__Exercise__
Give the data again exactly as it appears, excluding any pictures.
*** Listed entries Section Begins ***
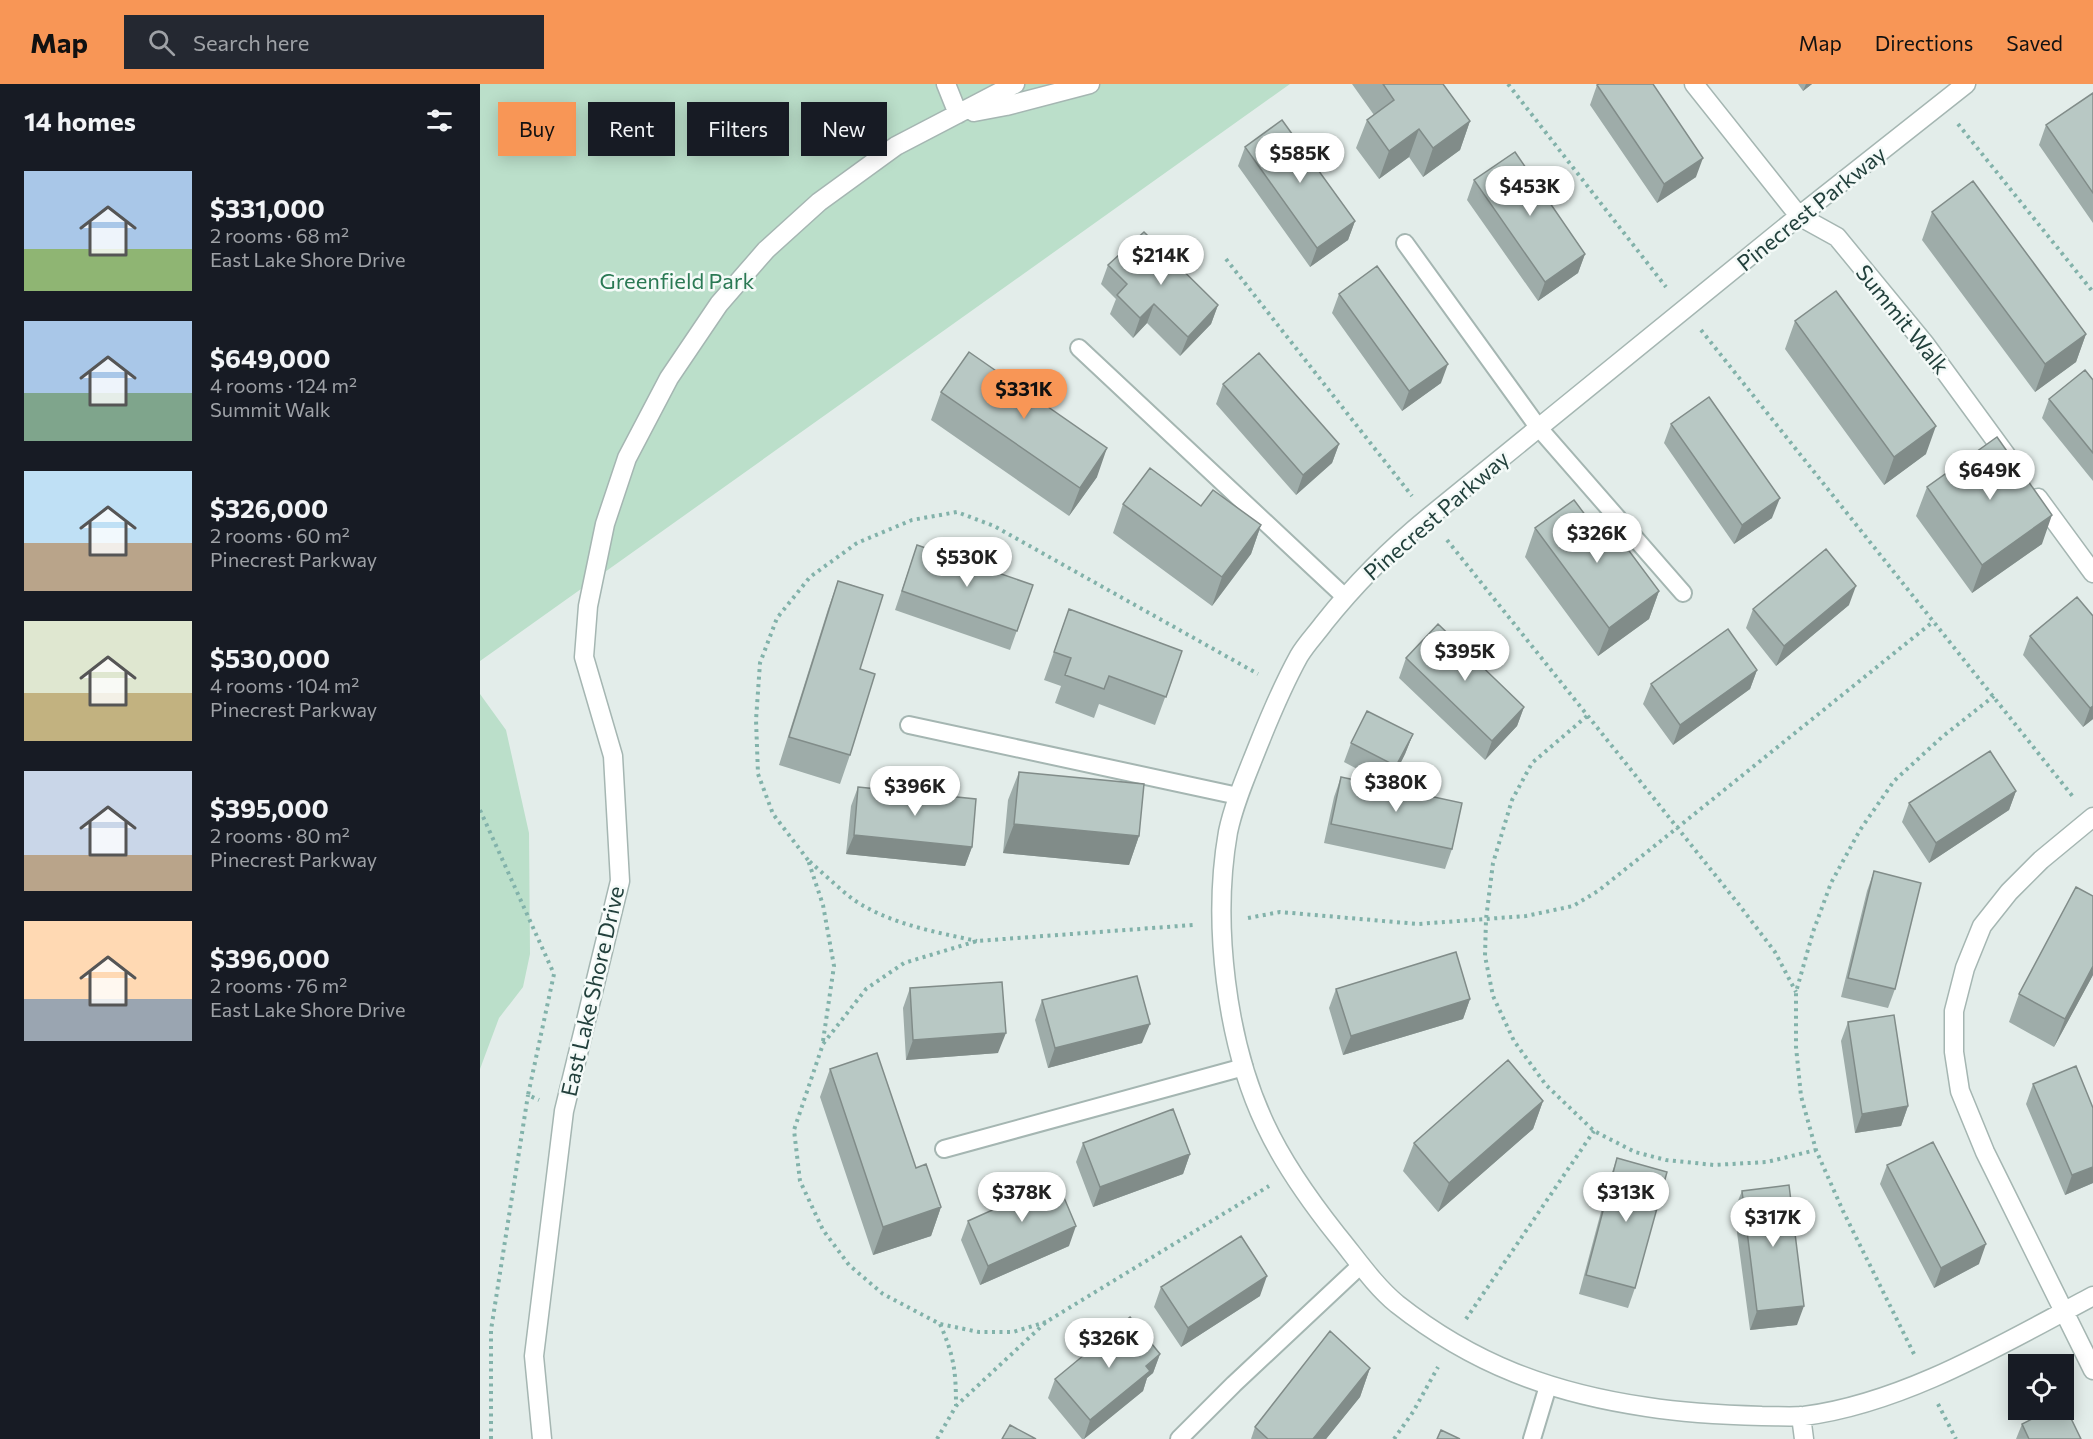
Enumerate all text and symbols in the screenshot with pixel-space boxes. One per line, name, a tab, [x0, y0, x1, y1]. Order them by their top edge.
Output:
search box	[124, 15, 544, 69]
text: Map	[30, 25, 88, 59]
icon: search	[145, 26, 178, 59]
text: Search here	[193, 29, 309, 56]
text: Map	[1799, 30, 1842, 55]
text: Directions	[1875, 30, 1973, 55]
text: Saved	[2006, 30, 2063, 55]
chip: Buy	[498, 102, 576, 156]
chip: Rent	[588, 102, 675, 156]
chip: Filters	[687, 102, 789, 156]
chip: New	[801, 102, 887, 156]
icon: filters	[423, 104, 456, 137]
text: 14 homes	[24, 105, 136, 136]
pin: $585K	[1258, 133, 1342, 184]
text: $585K	[1269, 140, 1331, 164]
street label: Pinecrest Parkway	[1731, 140, 1891, 276]
pin: $453K	[1488, 166, 1572, 217]
text: $453K	[1499, 173, 1561, 197]
text: $331,000	[210, 192, 325, 223]
icon: home	[72, 195, 144, 267]
text: 2 rooms · 68 m²	[210, 223, 349, 247]
pin: $214K	[1119, 235, 1203, 286]
text: $214K	[1132, 242, 1190, 266]
text: East Lake Shore Drive	[210, 247, 406, 271]
street label: Summit Walk	[1851, 259, 1955, 379]
park label: Greenfield Park	[600, 267, 754, 294]
text: $649,000	[210, 342, 331, 373]
icon: home	[72, 345, 144, 417]
pin: $331K	[982, 369, 1066, 420]
text: 4 rooms · 124 m²	[210, 373, 357, 397]
text: $331K	[995, 376, 1053, 400]
text: Summit Walk	[210, 397, 331, 421]
street label: Pinecrest Parkway	[1358, 445, 1514, 585]
pin: $649K	[1948, 450, 2032, 501]
text: $649K	[1959, 457, 2021, 481]
text: $326,000	[210, 492, 328, 523]
icon: home	[72, 495, 144, 567]
pin: $326K	[1555, 513, 1639, 564]
text: $326K	[1567, 520, 1627, 544]
text: 2 rooms · 60 m²	[210, 523, 350, 547]
pin: $530K	[925, 537, 1009, 588]
text: $530K	[936, 544, 998, 568]
text: Pinecrest Parkway	[210, 547, 377, 571]
pin: $395K	[1423, 631, 1507, 682]
text: $395K	[1434, 638, 1496, 662]
text: $530,000	[210, 642, 330, 673]
icon: home	[72, 645, 144, 717]
text: 4 rooms · 104 m²	[210, 673, 359, 697]
text: Pinecrest Parkway	[210, 697, 377, 721]
pin: $380K	[1354, 762, 1438, 813]
pin: $396K	[873, 766, 957, 817]
text: $380K	[1365, 769, 1427, 793]
text: $396K	[884, 773, 946, 797]
text: $395,000	[210, 792, 329, 823]
icon: home	[72, 795, 144, 867]
text: 2 rooms · 80 m²	[210, 823, 350, 847]
text: Pinecrest Parkway	[210, 847, 377, 871]
street label: East Lake Shore Drive	[555, 883, 629, 1099]
text: $396,000	[210, 942, 330, 973]
icon: home	[72, 945, 144, 1017]
text: 2 rooms · 76 m²	[210, 973, 347, 997]
text: East Lake Shore Drive	[210, 997, 406, 1021]
pin: $378K	[980, 1172, 1064, 1223]
pin: $313K	[1584, 1172, 1668, 1223]
text: $378K	[992, 1179, 1052, 1203]
text: $313K	[1597, 1179, 1655, 1203]
pin: $317K	[1731, 1197, 1815, 1248]
text: $317K	[1744, 1204, 1802, 1228]
pin: $326K	[1067, 1318, 1151, 1369]
text: $326K	[1079, 1325, 1139, 1349]
map controls	[2008, 1354, 2074, 1420]
button: locate	[2008, 1354, 2074, 1420]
*** Listed entries Section Ends ***
__Answer for the task__
Enumerate all text and symbols in the screenshot with pixel-space boxes. One per line, name, a tab, [x0, y0, x1, y1]. Order them by their top edge.
Output:
search box	[124, 15, 544, 69]
text: Map	[30, 25, 88, 59]
icon: search	[145, 26, 178, 59]
text: Search here	[193, 29, 309, 56]
text: Map	[1799, 30, 1842, 55]
text: Directions	[1875, 30, 1973, 55]
text: Saved	[2006, 30, 2063, 55]
chip: Buy	[498, 102, 576, 156]
chip: Rent	[588, 102, 675, 156]
chip: Filters	[687, 102, 789, 156]
chip: New	[801, 102, 887, 156]
icon: filters	[423, 104, 456, 137]
text: 14 homes	[24, 105, 136, 136]
pin: $585K	[1258, 133, 1342, 184]
text: $585K	[1269, 140, 1331, 164]
street label: Pinecrest Parkway	[1731, 140, 1891, 276]
pin: $453K	[1488, 166, 1572, 217]
text: $453K	[1499, 173, 1561, 197]
text: $331,000	[210, 192, 325, 223]
icon: home	[72, 195, 144, 267]
text: 2 rooms · 68 m²	[210, 223, 349, 247]
pin: $214K	[1119, 235, 1203, 286]
text: $214K	[1132, 242, 1190, 266]
text: East Lake Shore Drive	[210, 247, 406, 271]
street label: Summit Walk	[1851, 259, 1955, 379]
park label: Greenfield Park	[600, 267, 754, 294]
text: $649,000	[210, 342, 331, 373]
icon: home	[72, 345, 144, 417]
pin: $331K	[982, 369, 1066, 420]
text: 4 rooms · 124 m²	[210, 373, 357, 397]
text: $331K	[995, 376, 1053, 400]
text: Summit Walk	[210, 397, 331, 421]
street label: Pinecrest Parkway	[1358, 445, 1514, 585]
pin: $649K	[1948, 450, 2032, 501]
text: $649K	[1959, 457, 2021, 481]
text: $326,000	[210, 492, 328, 523]
icon: home	[72, 495, 144, 567]
pin: $326K	[1555, 513, 1639, 564]
text: $326K	[1567, 520, 1627, 544]
text: 2 rooms · 60 m²	[210, 523, 350, 547]
pin: $530K	[925, 537, 1009, 588]
text: $530K	[936, 544, 998, 568]
text: Pinecrest Parkway	[210, 547, 377, 571]
pin: $395K	[1423, 631, 1507, 682]
text: $395K	[1434, 638, 1496, 662]
text: $530,000	[210, 642, 330, 673]
icon: home	[72, 645, 144, 717]
text: 4 rooms · 104 m²	[210, 673, 359, 697]
text: Pinecrest Parkway	[210, 697, 377, 721]
pin: $380K	[1354, 762, 1438, 813]
pin: $396K	[873, 766, 957, 817]
text: $380K	[1365, 769, 1427, 793]
text: $396K	[884, 773, 946, 797]
text: $395,000	[210, 792, 329, 823]
icon: home	[72, 795, 144, 867]
text: 2 rooms · 80 m²	[210, 823, 350, 847]
text: Pinecrest Parkway	[210, 847, 377, 871]
street label: East Lake Shore Drive	[555, 883, 629, 1099]
text: $396,000	[210, 942, 330, 973]
icon: home	[72, 945, 144, 1017]
text: 2 rooms · 76 m²	[210, 973, 347, 997]
text: East Lake Shore Drive	[210, 997, 406, 1021]
pin: $378K	[980, 1172, 1064, 1223]
pin: $313K	[1584, 1172, 1668, 1223]
text: $378K	[992, 1179, 1052, 1203]
text: $313K	[1597, 1179, 1655, 1203]
pin: $317K	[1731, 1197, 1815, 1248]
text: $317K	[1744, 1204, 1802, 1228]
pin: $326K	[1067, 1318, 1151, 1369]
text: $326K	[1079, 1325, 1139, 1349]
map controls	[2008, 1354, 2074, 1420]
button: locate	[2008, 1354, 2074, 1420]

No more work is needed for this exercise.